[Dataset entries]
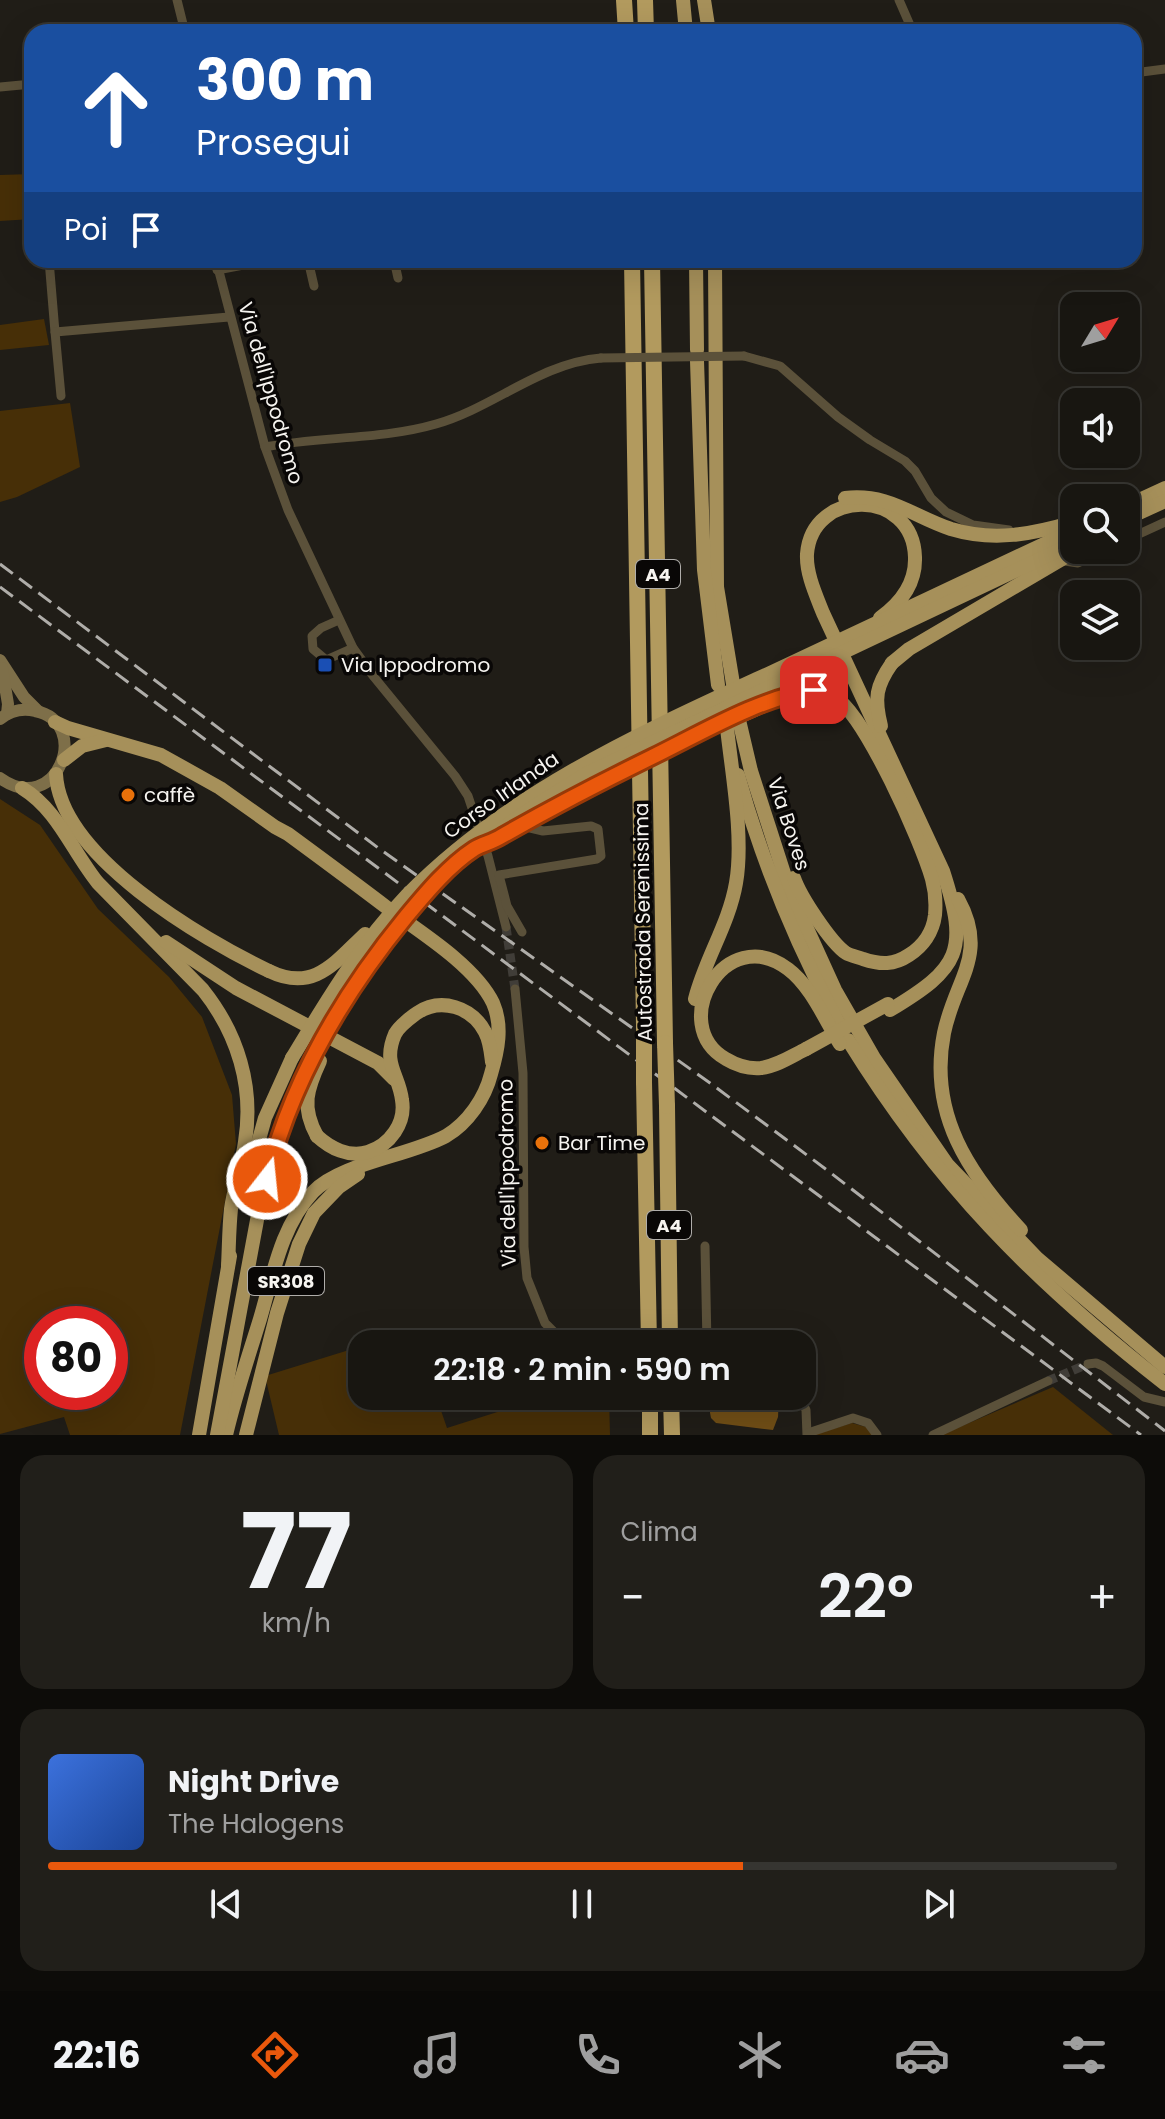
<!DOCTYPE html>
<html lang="it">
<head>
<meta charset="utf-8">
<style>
	:root { --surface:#181611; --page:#211f1a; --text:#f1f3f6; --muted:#9f9f9f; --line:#363531; --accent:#ea580c }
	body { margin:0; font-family:Poppins,sans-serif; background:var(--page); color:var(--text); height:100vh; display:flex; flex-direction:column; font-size:30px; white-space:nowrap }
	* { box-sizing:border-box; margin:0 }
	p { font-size:26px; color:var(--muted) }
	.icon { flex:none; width:44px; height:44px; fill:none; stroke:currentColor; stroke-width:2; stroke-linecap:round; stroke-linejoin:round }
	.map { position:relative; height:1435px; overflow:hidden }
	.sheet { display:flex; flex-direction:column; gap:20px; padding:20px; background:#0d0c09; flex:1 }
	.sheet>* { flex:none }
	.hud { position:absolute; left:24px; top:24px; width:1118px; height:244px; border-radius:24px; box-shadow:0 8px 32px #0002,0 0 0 2px var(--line); background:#1a4fa0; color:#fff; overflow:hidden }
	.needle { width:52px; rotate:52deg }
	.buttons { position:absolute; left:1060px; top:292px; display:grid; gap:16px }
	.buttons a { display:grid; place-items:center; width:80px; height:80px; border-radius:16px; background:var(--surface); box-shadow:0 8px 32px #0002,0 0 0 2px var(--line); font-size:40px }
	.speed { position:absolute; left:24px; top:1306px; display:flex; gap:16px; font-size:40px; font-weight:700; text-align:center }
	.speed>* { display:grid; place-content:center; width:104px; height:104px; border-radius:50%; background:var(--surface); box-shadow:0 8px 32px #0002,0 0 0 2px var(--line); line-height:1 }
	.speed .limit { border:12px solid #d22; background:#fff; color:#111 }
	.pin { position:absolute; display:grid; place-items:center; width:68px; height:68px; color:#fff; margin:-34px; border-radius:16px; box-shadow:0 4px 12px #0006 }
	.me { position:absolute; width:88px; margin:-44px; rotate:16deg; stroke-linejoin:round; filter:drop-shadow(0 0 6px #0008) }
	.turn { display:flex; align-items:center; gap:28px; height:168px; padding:0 40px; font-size:36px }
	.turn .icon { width:104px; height:104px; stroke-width:2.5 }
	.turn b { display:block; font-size:56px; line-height:68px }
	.then { display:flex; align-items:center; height:76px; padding:0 40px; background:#0003; gap:16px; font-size:30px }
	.big { font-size:60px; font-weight:600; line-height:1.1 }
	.sheet .widget { flex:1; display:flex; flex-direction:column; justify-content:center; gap:12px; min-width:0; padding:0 28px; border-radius:24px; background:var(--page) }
	.sheet .dial { align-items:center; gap:0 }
	.dial b { font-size:104px; line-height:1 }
	.song { display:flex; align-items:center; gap:24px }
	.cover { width:96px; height:96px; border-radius:12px; background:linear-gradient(135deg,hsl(220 70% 55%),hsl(220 70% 35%)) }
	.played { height:8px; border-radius:4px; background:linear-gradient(90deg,var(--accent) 65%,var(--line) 65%) }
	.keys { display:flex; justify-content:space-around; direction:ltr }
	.heat { display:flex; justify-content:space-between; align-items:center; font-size:44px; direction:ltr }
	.sheet .tiles { flex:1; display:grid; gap:20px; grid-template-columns:1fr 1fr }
	.widget:last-child { grid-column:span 2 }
	.trip { position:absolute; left:348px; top:1330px; width:468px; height:80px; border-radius:24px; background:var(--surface); box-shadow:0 8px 32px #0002,0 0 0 2px var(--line); font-weight:600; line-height:80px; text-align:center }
	.dock { display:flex; height:128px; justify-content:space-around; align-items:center; background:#0a0907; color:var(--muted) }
	.dock .icon { width:56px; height:56px }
	.dock .selected { color:var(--accent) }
	.dock b { font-size:36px; color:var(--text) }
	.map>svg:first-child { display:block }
</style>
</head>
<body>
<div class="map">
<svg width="1165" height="1435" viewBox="0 0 1165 1435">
	<rect width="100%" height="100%" fill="#201d17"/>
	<g fill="#472f07" fill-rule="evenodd">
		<polygon points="32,174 32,219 0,221 0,175"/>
		<polygon points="44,319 49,345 0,350 0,325"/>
		<polygon points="70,403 80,467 17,497 0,502 0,411"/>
		<path d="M0 799 40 825 98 909 169 977 202 1017 232 1095 236 1144 180 1435H70L64 1417 0 1434ZM110 1324V1392H42V1324Z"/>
		<polygon points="413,1330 418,1344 367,1344"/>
		<polygon points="362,1346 362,1396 436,1396 447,1428 548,1396 609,1396 610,1435 279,1435 265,1376"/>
		<polygon points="1053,1387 1113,1435 941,1435"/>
		<polygon points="852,1423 866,1427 873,1435 813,1435"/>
	</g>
	<polygon fill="#704e16" points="707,1396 779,1396 778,1417 773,1430 716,1423 711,1418"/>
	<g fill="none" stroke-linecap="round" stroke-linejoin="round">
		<g stroke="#403d38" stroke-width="9" stroke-dasharray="9 4.5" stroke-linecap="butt">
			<polyline points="506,927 515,989"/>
			<polyline points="1048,1381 1088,1364"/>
		</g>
		<g stroke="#5b513a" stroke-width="9">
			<polyline points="177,0 185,32"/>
			<polyline points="899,0 913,32"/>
			<polyline points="1134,73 1165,69"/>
			<polyline points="0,87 32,84"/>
			<polyline points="49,260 55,332 229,317"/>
			<polyline points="216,260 265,447 288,510 353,648 374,677 455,776 468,796 488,856 506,927"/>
			<polyline points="308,260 314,286"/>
			<polyline points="394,260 398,278"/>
			<polyline points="217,270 270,260"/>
			<polyline points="55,332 61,396"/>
			<polyline points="744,356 780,366 838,417 870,440 905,461 915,471 931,498 946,512 973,525 1009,530"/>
			<path d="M265 447C321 436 381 440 436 424 493 408 540 363 601 358"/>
			<polyline points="1126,540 1165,522"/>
			<polyline points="1058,560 1078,563 1106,550"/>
			<polyline points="339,620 321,628 312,636 313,649 326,660 353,648"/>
			<polyline points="508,823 543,831 591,826 598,829 601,856 597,859 499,875 507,906 522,932"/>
			<polyline points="515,989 523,1073 524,1247 527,1278 545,1323 566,1344"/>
			<polyline points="705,1246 707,1344"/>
			<polyline points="1088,1364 1096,1363 1103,1366 1144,1397 1165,1402"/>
			<polyline points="799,1396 806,1410 807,1435"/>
			<polyline points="808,1433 853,1418 868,1423 877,1435"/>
			<polyline points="933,1435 1048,1381"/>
		</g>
		<g stroke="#7e6f49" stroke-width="12">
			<polyline points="0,660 24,697 38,711"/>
			<polyline points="2,668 8,704 7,714"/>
			<path d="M0 719C10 711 22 708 35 711 93 722 57 819 0 778"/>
		</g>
		<g stroke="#a6905a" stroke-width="14">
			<polyline points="683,0 686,32"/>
			<polyline points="704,0 709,32"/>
			<polyline points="696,260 697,350"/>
			<polyline points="715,260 717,587 739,720 751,771 789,889 835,990 874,1058 947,1164 1037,1258 1165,1367"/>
			<polyline points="697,361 704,570 718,685"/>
			<polyline points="1126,506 1165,488"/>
			<polyline points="1126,519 1165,501"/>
			<path d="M880 618C901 603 916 584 915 557 913 488 812 488 807 554 806 574 816 595 823 613L943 871C969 951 960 968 890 1010"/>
			<path d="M782 698C799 691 818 687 835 697 866 717 921 841 932 879 935 890 936 904 935 915 933 932 923 946 909 955 894 965 881 965 863 959 858 957 851 956 846 953 831 943 800 896 794 878"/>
			<path d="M55 722 68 728 161 755 220 788 275 827 288 834C322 859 356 884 390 910 422 933 476 967 493 1003 503 1026 498 1050 491 1074 485 1098 468 1123 446 1136 409 1156 341 1163 313 1192 281 1226 273 1275 260 1319 248 1358 235 1396 226 1435"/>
			<path d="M881 726C874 698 876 686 892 663"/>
			<polyline points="64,760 82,746 106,740"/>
			<path d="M56 774C60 856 202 939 269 971"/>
			<path d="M738 775C762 862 796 944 839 1024"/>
			<path d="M22 788C58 810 72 851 98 883L203 990C238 1034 254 1087 245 1142 242 1165 234 1187 231 1209 229 1228 229 1247 228 1266"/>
			<path d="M958 899C989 955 955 979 944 1033 928 1114 969 1174 1021 1230"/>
			<polyline points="166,942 236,988 378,1063 394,1079"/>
			<path d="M695 999C705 959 729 924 736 883 744 838 732 774 727 728"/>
			<path d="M848 1040C937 1184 1032 1280 1165 1384"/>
			<path d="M806 1049C792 1056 777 1066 761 1068 749 1069 736 1065 726 1059 666 1025 725 921 788 969 811 986 825 1020 840 1044"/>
			<path d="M317 1136C330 1148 349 1158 368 1152 390 1145 406 1123 402 1100 399 1074 382 1064 395 1034 400 1025 409 1019 417 1013 441 997 472 1007 485 1032 490 1041 491 1053 492 1062"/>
			<polyline points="243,1197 265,1118 292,1058"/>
			<polyline points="199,1435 230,1256"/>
			<polyline points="217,1435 260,1204 285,1116"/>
			<polyline points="246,1435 277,1313 299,1244 314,1213 339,1187 358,1174"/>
		</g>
		<g stroke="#b29a5e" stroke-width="16">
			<polyline points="624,0 626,32"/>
			<polyline points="645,0 646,32"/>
			<polyline points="632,260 644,1025"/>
			<polyline points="652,260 665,1043"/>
			<polyline points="644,1082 649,1344"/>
			<polyline points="667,1106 670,1344"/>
			<polyline points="650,1396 650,1435"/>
			<polyline points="671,1396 672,1435"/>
		</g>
		<g stroke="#afada9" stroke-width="3" stroke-dasharray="16 8" stroke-linecap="butt">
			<polyline points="0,564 381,850 710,1083 827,1170 1165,1431"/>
			<polyline points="0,587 1141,1435"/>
		</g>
		<polyline stroke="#5b513a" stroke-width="9" points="601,358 744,356"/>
		<g stroke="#a6905a" stroke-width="14">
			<path d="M845 498C889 493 912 516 951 529 994 542 1033 534 1074 522"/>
			<polyline points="892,663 909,649 1069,555"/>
			<polyline points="528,820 689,739 782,698"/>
			<path d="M269 971C314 993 335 962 365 934"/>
			<polyline points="806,1049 888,1004"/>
			<path d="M292 1058C326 1002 361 943 407 895 509 791 642 732 772 672 873 625 973 577 1074 530"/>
			<path d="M285 1116C325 1024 380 931 457 864 497 829 542 801 588 773L1074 543"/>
			<path d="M317 1136C301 1107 307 1089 320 1061"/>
		</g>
		<g stroke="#b29a5e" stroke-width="16">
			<polyline points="644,1025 644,1082"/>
			<polyline points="665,1043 667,1106"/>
		</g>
	</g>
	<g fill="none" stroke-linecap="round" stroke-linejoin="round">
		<g stroke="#983908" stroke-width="20">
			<path id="route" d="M267 1179C291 1082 342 995 405 918 425 894 448 866 474 849 482 844 493 842 502 836 551 808 601 782 652 757 701 733 761 697 814 690"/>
		</g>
		<use href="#route" stroke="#ea580c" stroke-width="14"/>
	</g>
	<rect fill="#1a4fb4" stroke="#090706" stroke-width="3" x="317" y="657" width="16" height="16" rx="4"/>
	<g fill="#e8710a" stroke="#090706" stroke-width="3">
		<circle cx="128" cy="795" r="8"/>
		<circle cx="542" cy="1143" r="8"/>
	</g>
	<g text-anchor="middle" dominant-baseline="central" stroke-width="7" stroke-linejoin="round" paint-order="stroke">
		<g fill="#090706" stroke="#afadaa" stroke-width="2">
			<rect x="636" y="560" width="44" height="28" rx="6"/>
			<rect x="647" y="1211" width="44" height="28" rx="6"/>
			<rect x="248" y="1267" width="76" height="28" rx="6"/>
		</g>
		<g font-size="18" font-weight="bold" fill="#f6f4f0">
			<text x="658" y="574">A4</text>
			<text x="669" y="1225">A4</text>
			<text x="286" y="1281">SR308</text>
		</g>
		<g font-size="20" fill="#f6f4f0" stroke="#090706">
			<text transform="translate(271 393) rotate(74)">Via dell'Ippodromo</text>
			<text transform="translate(501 795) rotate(-35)">Corso Irlanda</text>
			<text transform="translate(789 824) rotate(72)">Via Boves</text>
			<text transform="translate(643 922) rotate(-91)">Autostrada Serenissima</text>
			<text transform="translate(507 1173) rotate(-91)">Via dell'Ippodromo</text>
		</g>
		<g font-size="20" fill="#f6f4f0" stroke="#090706" text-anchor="start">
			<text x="341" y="665">Via Ippodromo</text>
			<text x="144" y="795">caffè</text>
			<text x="558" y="1143">Bar Time</text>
		</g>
	</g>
</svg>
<div class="buttons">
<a><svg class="needle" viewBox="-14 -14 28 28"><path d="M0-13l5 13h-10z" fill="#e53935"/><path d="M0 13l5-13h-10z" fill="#9f9f9f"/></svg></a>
<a><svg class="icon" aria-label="sound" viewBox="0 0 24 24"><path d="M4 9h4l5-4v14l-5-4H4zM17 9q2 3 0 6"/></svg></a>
<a><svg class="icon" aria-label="search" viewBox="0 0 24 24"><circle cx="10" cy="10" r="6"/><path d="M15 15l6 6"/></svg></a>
<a><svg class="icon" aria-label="layers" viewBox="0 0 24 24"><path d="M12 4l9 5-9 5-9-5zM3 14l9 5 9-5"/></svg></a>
</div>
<div class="speed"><div class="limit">80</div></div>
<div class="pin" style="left:814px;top:690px;background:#d93025"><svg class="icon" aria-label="arrive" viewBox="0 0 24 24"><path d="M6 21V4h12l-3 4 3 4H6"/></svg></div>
<svg class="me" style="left:267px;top:1179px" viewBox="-20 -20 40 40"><circle r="17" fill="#ea580c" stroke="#fff" stroke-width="3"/><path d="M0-11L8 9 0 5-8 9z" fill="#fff"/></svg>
<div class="trip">22:18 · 2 min · 590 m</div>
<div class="hud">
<div class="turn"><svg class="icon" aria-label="ahead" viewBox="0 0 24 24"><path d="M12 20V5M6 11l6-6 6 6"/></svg><div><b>300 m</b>Prosegui</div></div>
<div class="then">Poi<svg class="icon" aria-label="arrive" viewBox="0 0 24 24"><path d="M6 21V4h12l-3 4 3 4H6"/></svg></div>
</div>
</div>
<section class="sheet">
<div class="tiles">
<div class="widget dial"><b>77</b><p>km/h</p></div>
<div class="widget"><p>Clima</p>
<div class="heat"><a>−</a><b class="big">22°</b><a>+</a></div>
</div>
<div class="widget">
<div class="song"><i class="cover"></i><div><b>Night Drive</b><p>The Halogens</p></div></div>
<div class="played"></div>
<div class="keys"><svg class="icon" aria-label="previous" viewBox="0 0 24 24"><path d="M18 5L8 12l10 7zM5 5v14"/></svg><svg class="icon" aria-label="pause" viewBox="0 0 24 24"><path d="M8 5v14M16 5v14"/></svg><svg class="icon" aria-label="next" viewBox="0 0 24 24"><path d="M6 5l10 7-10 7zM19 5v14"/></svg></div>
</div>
</div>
</section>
<nav class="dock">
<b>22:16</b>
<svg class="icon selected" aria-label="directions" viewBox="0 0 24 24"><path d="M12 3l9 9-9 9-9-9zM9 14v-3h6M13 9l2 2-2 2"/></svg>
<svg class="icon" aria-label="music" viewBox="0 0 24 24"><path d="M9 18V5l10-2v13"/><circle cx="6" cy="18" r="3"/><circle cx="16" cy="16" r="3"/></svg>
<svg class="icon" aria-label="phone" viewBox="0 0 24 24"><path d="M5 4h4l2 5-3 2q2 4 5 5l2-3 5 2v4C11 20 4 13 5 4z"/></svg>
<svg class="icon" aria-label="climate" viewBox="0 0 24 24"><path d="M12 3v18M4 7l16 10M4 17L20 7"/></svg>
<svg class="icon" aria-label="car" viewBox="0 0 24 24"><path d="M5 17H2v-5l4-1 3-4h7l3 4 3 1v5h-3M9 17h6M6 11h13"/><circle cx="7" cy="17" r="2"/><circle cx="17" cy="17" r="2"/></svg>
<svg class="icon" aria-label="filters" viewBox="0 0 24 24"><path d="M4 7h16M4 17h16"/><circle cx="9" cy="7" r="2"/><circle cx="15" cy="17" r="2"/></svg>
</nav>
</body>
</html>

Exercise aim: Retype exactly the lines of the data above that fall between the line with "position:absolute; display:grid; place-items:center;" and the line with "font-size:60px; font-weight:600; line-height:1.1", inclusive, and add nothing.

Response for this exercise:
	.pin { position:absolute; display:grid; place-items:center; width:68px; height:68px; color:#fff; margin:-34px; border-radius:16px; box-shadow:0 4px 12px #0006 }
	.me { position:absolute; width:88px; margin:-44px; rotate:16deg; stroke-linejoin:round; filter:drop-shadow(0 0 6px #0008) }
	.turn { display:flex; align-items:center; gap:28px; height:168px; padding:0 40px; font-size:36px }
	.turn .icon { width:104px; height:104px; stroke-width:2.5 }
	.turn b { display:block; font-size:56px; line-height:68px }
	.then { display:flex; align-items:center; height:76px; padding:0 40px; background:#0003; gap:16px; font-size:30px }
	.big { font-size:60px; font-weight:600; line-height:1.1 }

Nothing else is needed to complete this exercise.